Mas enquanto os médicos se desdobram por três ou quatro locais de trabalho, possuindo o dom da ubiquidade, os enfermeiros, tentando imitar os médicos, ganham, muitos deles, uma miséria nessas clínicas de exploração da carteira do cidadão, coisa que é mais bem cuidada do que propriamente a saúde de quem lá ocorre. Na Sanfil, em Coimbra, cuja fama aumentou substancialmente após a reportagem televisiva, os enfermeiros, a maior parte recém-licenciados, ganham pouco mais de 3 euros à hora, ou seja, pouco mais de metade do salário de uma empregada de limpeza, sem que os sindicatos da enfermagem alguma vez se tivessem preocupado grandemente com o problema. Para além do salário de miséria, são obrigados a realizar tarefas que não são do seu âmbito, como tarefas administrativas, limpeza e outras. E mais ainda, muitas vezes não têm hora certa de saída, e quem não estiver satisfeito pode ir embora porque há uma fila enorme de enfermeiros desempregados à porta a querer trabalho; o assédio moral é constante, esta é uma denúncia feita frequentemente por quem lá trabalha, de enfermeiros a auxiliares ou a médicos mais novos. E mais ainda, a administração da Sanfil proibia, até há pouco tempo, que os enfermeiros usassem o elevador para prestar cuidados de um andar para o outro porque ficava mais caro (no turno da noite só há um enfermeiro de serviço para os quatro andares). A isto se chama um extremamente lucrativo e rentável negócio, que multiplica por muito os lucros em curto período de tempo, pudera!, porque assente no compadrio e favorecimento (a responsável da gestão do SIGIC de Coimbra foi “por coincidência” trabalhar para a Sanfil, não foi “por coincidência” que o presidente da ARSC não quis dar a cara, e qual o papel da administração do CHUC em todo este negócio?) e… em trabalho escravo.

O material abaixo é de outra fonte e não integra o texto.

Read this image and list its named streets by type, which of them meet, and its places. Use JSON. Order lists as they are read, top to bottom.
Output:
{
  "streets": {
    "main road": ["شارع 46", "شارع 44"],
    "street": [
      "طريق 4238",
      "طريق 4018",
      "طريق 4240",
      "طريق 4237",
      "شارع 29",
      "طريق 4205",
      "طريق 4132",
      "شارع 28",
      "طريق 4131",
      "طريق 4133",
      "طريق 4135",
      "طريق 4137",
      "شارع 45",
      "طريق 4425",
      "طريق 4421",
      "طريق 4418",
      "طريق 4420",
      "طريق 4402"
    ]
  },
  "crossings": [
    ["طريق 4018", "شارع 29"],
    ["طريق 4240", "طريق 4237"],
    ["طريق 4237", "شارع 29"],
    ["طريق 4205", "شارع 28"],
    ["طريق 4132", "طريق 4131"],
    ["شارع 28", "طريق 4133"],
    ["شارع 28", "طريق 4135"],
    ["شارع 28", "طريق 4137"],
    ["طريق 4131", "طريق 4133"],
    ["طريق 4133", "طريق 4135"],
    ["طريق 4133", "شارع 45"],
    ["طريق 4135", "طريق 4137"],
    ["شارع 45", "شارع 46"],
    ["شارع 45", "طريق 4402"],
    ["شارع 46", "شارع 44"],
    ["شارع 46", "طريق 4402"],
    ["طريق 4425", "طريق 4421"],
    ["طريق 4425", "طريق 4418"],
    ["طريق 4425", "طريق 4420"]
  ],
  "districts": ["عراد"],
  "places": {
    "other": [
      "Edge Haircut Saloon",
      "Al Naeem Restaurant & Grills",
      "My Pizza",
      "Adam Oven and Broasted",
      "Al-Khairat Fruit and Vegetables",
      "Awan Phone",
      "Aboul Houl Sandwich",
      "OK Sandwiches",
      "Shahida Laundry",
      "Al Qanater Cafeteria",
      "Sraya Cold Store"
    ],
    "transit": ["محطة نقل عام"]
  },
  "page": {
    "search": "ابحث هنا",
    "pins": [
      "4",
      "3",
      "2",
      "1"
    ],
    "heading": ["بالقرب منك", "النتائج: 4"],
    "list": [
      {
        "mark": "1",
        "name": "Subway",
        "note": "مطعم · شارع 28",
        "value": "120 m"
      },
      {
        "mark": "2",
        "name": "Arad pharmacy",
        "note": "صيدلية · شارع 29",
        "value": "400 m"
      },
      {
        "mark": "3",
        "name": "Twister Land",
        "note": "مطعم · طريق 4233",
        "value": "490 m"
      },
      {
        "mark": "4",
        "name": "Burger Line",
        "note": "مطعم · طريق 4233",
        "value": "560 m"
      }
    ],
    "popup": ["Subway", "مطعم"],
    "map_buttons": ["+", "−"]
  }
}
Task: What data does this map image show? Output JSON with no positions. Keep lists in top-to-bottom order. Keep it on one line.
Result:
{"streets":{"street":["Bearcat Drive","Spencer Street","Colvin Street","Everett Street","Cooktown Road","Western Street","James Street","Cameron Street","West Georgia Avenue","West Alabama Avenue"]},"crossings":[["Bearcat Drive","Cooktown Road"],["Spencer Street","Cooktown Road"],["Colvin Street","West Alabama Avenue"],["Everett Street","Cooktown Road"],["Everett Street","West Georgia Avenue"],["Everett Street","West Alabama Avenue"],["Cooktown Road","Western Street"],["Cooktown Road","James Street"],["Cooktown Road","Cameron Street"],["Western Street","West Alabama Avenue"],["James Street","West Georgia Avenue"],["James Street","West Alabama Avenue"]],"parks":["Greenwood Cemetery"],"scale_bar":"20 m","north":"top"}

Em Portugal morrem anualmente mais de 3800 pessoas devido ao cancro do intestino; esta mortalidade poderia ser reduzida em 16%, ou mais, com a introdução de um programa de rastreio feito no SNS, ou seja, se se privilegiasse a prevenção primária e não a saúde curativa, só que esta é que dá dinheiro aos negociantes da saúde (ou da doença) e ao próprio estado, que tem actuado de molde a introduzir no sector público os mesmo métodos e filosofia de gestão. Educar para a saúde e prevenir a doença é considerado por estes governos uma despesa inútil, não querendo saber que a prazo esta política é a mais frutuosa, porque um povo saudável é sempre mais feliz e até mais produtivo; o reverso é que seria uma chatice porque deixaria de haver doentes, e lá se iam os negócios. Mais uma vez se prova que os negócios privados são feitos à custa dos dinheiros públicos e na base da corrupção de quem exerce o poder político, ou seja, dos partidos do arco do poder. Maior notoriedade quando se trata das funções sociais prestadas pelo estado, caindo por terra o slogan “o privado é melhor gestor que o estado”. Entretanto, reina a impunidade.